Cette expertise dite « amiable » (en opposition à l’expertise judiciaire qui consiste en la désignation d’un expert par un tribunal) a pour objet de constater et décrire les désordres, établir - ou non - un lien avec l’épisode de catastrophe naturelle sécheresse et éventuellement, énumérer et évaluer les travaux de remise en état du bien concerné.

De plus en plus fréquemment, l’expert d’assurance commence par effectuer une « visioexpertise » qui n’est autre qu’une expertise à distance… avant d’organiser une réunion sur site.

Par la suite, l’expert rédige un rapport concluant au classement du sinistre en l’une des 4 catégories suivantes :

  • Catégorie 1 : désordres non imputables à la sècheresse ;
  • Catégorie 2 : traitement des fissures ;
  • Catégorie 3 : nécessité de réparer des fondations et/ou des structures aériennes ;
  • Catégorie 4 : nécessité de créer des fondations spéciales ou de mettre en œuvre tout autre moyen permettant de stabiliser le sol ;
  • Catégorie 5 : sinistre total (bâtiment économiquement irréparable).

La très grande majorité des sinistres fait l’objet d’une classification en catégorie 1.

La compagnie d’assurance décide ensuite de prendre en charge ou non le sinistre sur la base de ce rapport.

Il peut y avoir plusieurs rapports successifs lorsque sont diligentées des investigations complémentaires telles qu’une étude de sol ou une inspection des réseaux humides.

Le rapport de l’expert d’assurance est désormais obligatoirement communiqué à l’assuré, ce qui n’était pas le cas avant l’entrée en vigueur de la loi du 28 décembre 2021.

Pour autant, 2 difficultés majeures sont encore aujourd’hui rencontrées par les sinistrés qui ont affaire à ce type d’expertise (outre le refus de prise en charge) :

  • les délais de traitement : certains rapports sont rendus de longs mois, voire plus d’un an(!) après la dernière réunion d’expertise. C’est un véritable problème pour le sinistré car la prescription n’est ni interrompue ni suspendue pendant l’expertise amiable ;
  • les différences de traitement : la qualité et le contenu de deux rapports d’expertises amiables peuvent considérablement varier d’un cabinet d’expertise à un autre et même d’un expert à un autre.

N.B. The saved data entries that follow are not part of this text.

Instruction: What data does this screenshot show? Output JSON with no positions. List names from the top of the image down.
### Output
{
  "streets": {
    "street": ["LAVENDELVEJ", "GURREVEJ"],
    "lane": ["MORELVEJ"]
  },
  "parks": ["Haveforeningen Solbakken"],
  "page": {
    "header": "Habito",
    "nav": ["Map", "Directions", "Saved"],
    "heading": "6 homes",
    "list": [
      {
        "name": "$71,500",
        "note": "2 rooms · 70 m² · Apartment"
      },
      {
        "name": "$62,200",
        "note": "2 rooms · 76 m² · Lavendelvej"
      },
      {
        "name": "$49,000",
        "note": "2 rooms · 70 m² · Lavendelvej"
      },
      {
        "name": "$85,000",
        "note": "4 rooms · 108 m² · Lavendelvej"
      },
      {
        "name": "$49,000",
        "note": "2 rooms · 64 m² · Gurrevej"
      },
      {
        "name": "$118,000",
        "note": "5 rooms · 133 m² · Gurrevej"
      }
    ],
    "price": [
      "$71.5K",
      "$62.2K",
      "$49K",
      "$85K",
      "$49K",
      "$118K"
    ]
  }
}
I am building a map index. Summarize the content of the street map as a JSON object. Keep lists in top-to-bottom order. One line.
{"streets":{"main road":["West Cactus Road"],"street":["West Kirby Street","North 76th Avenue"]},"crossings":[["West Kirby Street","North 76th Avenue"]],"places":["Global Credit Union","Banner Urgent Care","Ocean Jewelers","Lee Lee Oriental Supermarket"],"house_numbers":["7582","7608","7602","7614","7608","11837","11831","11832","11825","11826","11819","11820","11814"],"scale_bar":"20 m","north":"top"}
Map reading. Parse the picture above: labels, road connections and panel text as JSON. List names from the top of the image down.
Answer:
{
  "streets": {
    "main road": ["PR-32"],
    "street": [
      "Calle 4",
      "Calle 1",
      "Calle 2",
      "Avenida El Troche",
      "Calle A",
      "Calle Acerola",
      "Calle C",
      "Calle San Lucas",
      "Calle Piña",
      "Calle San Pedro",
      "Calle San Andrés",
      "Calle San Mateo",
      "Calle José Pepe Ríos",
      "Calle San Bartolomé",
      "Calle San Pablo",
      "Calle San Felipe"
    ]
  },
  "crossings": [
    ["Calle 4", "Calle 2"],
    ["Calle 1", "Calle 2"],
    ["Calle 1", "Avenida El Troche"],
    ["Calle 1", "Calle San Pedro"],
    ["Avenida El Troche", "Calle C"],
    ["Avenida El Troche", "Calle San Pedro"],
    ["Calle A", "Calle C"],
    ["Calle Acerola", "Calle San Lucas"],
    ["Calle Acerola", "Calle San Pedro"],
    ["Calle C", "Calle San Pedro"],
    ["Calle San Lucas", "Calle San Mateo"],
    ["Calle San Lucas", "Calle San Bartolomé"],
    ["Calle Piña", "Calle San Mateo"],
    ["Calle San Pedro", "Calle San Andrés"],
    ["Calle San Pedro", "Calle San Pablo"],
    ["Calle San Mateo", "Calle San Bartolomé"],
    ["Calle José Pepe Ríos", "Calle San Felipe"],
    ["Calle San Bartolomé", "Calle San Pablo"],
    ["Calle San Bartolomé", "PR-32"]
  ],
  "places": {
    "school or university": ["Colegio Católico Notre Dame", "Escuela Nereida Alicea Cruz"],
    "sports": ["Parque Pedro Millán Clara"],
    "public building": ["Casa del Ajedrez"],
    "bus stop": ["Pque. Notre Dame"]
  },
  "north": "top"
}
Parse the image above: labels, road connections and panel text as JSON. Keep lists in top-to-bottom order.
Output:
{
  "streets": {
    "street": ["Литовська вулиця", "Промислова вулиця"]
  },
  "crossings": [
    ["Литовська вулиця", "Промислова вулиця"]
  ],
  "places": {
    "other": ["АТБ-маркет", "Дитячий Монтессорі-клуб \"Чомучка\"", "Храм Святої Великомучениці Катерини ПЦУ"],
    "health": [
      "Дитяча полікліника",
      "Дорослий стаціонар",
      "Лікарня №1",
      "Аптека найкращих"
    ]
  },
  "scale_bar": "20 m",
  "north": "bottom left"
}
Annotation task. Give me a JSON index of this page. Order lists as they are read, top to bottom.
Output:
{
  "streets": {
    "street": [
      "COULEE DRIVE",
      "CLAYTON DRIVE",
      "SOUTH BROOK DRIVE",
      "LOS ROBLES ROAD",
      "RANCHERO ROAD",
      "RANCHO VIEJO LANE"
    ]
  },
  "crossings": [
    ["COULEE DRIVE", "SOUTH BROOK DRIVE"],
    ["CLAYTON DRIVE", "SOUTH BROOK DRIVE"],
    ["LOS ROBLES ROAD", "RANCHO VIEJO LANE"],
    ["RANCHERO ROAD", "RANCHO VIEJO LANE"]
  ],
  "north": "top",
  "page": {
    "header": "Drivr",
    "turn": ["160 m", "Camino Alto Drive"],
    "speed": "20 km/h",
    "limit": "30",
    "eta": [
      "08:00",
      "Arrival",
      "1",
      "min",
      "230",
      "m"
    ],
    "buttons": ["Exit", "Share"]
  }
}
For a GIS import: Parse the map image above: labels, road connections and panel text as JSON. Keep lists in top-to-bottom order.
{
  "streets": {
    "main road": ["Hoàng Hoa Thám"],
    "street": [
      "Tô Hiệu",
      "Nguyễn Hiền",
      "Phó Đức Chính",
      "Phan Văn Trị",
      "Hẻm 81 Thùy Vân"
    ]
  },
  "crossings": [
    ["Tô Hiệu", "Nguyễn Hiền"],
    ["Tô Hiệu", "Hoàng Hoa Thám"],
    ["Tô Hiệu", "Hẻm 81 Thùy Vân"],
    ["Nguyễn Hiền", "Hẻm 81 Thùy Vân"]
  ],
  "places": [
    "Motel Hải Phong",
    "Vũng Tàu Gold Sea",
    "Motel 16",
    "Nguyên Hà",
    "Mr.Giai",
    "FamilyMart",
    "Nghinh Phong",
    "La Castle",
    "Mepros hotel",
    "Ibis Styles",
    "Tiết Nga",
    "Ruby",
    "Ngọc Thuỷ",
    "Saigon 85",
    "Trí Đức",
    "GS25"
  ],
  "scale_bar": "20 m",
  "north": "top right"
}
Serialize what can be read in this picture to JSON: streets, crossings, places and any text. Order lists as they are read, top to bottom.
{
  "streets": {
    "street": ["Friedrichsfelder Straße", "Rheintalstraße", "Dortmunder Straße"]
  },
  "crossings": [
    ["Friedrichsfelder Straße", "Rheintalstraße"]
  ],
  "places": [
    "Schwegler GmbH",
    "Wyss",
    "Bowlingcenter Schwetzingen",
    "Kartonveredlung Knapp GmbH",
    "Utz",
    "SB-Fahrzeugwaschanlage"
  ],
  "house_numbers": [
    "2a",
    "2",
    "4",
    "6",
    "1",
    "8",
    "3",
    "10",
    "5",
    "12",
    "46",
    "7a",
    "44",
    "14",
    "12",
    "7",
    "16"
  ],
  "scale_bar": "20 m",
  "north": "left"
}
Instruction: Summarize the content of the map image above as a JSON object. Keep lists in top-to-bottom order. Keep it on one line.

Ces difficultés amènent les assurés à s’interroger légitimement sur la nécessité d’instaurer des règles régissant les fonctions d’expert d’assurance. C’est l’objet de l’ordonnance n° 2023-78 du 8 février 2023 dont les dispositions entreront vraisemblablement en vigueur le 1ᵉʳ janvier 2025.

Seront évoqués ci-dessous les principaux encadrements à venir de façon purement académique, étant précisé que le décret d’application permettra de connaître les modalités pratiques des changements apportés.

Pour des conseils opérationnels à mettre en œuvre dans le cadre d’une expertise d’assurance, il est recommandé de consulter le guide Catastrophe naturelle sécheresse : 5 conseils de survie face à l’assurance dans l’enfer de l’argile.

5 nouveaux articles feront leur entrée au sein de la partie législative du Code des assurances : les articles L125-2-1 à L125-2-4.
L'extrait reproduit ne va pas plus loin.